Top of Records for this task

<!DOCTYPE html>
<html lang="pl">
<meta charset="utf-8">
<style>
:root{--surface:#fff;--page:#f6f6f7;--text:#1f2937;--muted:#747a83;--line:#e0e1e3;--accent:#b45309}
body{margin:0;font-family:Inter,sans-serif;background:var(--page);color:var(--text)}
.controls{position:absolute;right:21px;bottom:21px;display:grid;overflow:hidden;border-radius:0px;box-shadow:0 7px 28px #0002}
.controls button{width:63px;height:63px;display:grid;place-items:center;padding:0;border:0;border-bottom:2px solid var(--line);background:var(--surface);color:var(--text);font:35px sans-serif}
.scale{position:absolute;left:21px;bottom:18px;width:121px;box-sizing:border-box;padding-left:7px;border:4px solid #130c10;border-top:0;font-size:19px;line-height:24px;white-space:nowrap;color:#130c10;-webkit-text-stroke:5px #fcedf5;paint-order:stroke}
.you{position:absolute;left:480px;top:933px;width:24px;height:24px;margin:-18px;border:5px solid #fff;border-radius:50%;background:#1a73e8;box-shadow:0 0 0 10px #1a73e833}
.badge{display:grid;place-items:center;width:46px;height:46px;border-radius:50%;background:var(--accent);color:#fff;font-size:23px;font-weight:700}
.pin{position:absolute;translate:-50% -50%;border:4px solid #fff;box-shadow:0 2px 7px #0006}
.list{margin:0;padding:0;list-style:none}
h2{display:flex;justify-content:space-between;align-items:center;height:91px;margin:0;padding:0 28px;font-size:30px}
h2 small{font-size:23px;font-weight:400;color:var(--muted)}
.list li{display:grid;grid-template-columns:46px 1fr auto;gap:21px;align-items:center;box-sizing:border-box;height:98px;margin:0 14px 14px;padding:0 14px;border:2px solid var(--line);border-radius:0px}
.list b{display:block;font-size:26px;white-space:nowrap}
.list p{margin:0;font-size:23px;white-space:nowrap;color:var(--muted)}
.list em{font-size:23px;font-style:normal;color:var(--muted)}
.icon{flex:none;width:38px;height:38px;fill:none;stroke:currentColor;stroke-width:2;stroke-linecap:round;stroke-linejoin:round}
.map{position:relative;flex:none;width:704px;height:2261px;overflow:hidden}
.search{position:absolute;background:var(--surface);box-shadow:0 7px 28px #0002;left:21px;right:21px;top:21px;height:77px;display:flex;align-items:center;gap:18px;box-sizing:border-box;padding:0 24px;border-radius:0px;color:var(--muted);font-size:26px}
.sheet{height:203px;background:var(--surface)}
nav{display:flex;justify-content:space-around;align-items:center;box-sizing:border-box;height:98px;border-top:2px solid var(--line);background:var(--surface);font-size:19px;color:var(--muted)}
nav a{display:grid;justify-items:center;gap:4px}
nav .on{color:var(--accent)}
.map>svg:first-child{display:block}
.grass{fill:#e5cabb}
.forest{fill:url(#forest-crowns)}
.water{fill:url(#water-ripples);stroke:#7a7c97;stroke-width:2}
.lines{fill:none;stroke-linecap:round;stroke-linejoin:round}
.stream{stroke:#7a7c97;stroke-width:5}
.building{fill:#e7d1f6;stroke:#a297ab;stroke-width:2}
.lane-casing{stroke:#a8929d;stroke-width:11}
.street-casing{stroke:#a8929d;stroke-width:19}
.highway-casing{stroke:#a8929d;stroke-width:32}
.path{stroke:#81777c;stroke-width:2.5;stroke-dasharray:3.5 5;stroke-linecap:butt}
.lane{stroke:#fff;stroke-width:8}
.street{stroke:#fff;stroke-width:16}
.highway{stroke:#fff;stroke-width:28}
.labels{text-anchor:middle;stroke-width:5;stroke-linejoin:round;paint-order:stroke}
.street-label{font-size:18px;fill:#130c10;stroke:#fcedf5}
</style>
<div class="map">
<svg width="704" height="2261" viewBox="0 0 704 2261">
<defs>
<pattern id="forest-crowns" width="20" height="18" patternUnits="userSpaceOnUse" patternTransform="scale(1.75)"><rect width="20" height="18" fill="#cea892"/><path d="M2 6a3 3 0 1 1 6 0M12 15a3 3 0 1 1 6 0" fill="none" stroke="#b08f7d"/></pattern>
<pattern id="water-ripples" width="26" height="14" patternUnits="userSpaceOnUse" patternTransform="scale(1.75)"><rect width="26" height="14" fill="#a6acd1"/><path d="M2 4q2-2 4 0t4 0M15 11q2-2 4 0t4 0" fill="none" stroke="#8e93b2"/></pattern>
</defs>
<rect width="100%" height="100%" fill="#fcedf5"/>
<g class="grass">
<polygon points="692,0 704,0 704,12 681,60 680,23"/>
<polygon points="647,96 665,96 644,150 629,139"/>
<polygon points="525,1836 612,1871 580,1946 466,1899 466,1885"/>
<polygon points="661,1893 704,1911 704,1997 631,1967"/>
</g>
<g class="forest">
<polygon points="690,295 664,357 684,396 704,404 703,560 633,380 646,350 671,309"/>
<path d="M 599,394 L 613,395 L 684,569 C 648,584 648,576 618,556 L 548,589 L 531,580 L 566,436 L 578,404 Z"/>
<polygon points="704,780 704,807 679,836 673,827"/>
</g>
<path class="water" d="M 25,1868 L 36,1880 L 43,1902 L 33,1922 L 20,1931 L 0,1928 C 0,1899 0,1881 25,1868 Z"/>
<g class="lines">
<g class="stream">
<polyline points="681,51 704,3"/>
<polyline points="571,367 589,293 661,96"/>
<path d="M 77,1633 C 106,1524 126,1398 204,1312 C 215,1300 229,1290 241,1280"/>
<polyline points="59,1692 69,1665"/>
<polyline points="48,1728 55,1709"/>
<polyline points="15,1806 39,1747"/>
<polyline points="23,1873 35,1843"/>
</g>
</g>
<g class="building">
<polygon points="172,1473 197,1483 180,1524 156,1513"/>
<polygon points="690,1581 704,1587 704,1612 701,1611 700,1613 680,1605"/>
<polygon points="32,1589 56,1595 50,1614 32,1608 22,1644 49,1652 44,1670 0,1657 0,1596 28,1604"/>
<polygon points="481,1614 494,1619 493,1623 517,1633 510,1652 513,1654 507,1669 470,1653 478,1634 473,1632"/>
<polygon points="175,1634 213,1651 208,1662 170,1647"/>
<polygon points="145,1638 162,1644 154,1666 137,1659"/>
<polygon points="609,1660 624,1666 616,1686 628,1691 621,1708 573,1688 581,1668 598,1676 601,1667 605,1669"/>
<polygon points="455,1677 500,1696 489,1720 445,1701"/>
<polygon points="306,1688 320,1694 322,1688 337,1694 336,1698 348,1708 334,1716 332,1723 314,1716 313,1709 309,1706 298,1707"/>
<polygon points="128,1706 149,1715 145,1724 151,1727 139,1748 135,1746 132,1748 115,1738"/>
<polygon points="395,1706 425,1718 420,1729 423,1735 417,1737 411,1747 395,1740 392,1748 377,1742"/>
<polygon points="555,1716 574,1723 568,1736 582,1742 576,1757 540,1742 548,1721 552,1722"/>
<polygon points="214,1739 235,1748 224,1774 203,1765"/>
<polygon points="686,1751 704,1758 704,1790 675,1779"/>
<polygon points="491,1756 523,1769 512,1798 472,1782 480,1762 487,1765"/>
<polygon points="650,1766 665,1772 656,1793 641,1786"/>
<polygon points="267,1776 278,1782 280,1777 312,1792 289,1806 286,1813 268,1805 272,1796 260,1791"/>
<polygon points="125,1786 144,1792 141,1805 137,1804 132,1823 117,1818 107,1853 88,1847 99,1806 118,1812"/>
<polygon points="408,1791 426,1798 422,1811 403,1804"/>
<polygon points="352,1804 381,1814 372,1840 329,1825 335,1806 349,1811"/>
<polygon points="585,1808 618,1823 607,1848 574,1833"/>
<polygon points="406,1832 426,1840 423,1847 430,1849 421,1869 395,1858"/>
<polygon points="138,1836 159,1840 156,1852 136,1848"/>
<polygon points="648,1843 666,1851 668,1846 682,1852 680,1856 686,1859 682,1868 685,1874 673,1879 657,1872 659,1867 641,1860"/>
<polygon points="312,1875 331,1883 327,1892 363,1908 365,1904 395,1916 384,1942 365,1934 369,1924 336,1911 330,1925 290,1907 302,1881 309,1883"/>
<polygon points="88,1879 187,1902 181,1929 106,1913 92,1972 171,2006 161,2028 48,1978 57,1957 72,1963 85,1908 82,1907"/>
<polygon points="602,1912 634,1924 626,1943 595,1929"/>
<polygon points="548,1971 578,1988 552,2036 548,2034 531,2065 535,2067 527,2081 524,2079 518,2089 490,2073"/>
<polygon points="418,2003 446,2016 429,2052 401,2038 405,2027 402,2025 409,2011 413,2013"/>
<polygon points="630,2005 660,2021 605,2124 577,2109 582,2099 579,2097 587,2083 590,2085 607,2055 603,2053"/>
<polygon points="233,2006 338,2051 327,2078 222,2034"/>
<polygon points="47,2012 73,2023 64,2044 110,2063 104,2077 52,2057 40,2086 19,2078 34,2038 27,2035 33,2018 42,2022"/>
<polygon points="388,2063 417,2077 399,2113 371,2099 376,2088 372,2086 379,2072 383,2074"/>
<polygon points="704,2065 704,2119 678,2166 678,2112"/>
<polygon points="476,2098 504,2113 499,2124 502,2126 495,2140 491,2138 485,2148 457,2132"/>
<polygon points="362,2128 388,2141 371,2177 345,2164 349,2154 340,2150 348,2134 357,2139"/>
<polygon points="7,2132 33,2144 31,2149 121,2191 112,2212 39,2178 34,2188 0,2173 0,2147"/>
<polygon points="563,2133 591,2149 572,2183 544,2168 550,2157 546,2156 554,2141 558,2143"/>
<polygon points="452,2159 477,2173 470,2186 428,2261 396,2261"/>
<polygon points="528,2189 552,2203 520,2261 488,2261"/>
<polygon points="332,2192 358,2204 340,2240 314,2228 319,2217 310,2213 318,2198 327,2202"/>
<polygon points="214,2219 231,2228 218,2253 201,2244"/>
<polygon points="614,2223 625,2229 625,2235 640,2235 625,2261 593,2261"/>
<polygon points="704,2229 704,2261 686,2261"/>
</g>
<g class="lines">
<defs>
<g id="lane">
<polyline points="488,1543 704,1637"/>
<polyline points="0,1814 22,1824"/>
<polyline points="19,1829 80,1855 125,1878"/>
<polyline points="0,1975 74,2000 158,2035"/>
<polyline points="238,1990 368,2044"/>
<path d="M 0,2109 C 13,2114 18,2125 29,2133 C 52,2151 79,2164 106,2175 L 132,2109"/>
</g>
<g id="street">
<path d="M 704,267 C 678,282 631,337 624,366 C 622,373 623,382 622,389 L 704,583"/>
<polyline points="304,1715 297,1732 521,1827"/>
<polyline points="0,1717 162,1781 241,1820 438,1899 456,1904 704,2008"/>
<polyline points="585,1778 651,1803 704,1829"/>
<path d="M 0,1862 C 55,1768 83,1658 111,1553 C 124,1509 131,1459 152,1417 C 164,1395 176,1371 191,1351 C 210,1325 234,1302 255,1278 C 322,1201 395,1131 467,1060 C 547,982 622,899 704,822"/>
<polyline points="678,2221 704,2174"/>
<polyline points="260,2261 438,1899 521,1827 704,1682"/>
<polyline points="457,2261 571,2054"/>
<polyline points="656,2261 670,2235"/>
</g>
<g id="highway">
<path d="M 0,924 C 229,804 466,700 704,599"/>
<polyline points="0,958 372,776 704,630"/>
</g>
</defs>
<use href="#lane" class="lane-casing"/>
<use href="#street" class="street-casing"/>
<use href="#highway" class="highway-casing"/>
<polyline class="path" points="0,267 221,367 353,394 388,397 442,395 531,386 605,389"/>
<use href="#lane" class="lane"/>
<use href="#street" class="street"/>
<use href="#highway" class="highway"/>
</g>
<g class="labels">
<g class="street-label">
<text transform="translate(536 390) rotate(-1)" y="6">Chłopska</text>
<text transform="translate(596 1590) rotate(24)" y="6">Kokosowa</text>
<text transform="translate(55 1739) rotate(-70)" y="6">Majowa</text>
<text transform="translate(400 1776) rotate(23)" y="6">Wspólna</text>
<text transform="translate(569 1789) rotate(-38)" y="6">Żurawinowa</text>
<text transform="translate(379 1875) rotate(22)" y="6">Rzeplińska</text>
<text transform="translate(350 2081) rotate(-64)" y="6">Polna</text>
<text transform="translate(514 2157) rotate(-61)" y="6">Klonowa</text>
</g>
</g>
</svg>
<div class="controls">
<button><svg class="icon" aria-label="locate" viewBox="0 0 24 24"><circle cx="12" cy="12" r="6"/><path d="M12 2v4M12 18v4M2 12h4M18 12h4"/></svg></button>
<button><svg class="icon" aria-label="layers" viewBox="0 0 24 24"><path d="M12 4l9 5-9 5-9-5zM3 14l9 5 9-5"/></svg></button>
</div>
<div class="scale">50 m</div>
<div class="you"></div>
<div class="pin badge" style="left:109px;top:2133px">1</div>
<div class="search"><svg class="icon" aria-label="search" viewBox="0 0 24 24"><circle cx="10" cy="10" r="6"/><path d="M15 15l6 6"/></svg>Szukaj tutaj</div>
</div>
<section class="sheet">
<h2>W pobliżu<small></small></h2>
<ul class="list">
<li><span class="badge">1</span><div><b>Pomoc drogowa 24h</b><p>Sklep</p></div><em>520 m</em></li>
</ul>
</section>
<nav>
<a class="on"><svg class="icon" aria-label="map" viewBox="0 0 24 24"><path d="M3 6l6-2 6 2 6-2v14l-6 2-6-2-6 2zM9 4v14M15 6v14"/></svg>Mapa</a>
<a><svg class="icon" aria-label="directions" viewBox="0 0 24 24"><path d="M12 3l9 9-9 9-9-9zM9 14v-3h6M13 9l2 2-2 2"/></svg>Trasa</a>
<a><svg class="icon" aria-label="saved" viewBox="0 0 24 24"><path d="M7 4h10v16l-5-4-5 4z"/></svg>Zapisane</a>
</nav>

Bottom of Records for this task

== What this task involves ==
Your answer should consist of all lines above that include the string "nowrap".

== Your solution ==
.scale{position:absolute;left:21px;bottom:18px;width:121px;box-sizing:border-box;padding-left:7px;border:4px solid #130c10;border-top:0;font-size:19px;line-height:24px;white-space:nowrap;color:#130c10;-webkit-text-stroke:5px #fcedf5;paint-order:stroke}
.list b{display:block;font-size:26px;white-space:nowrap}
.list p{margin:0;font-size:23px;white-space:nowrap;color:var(--muted)}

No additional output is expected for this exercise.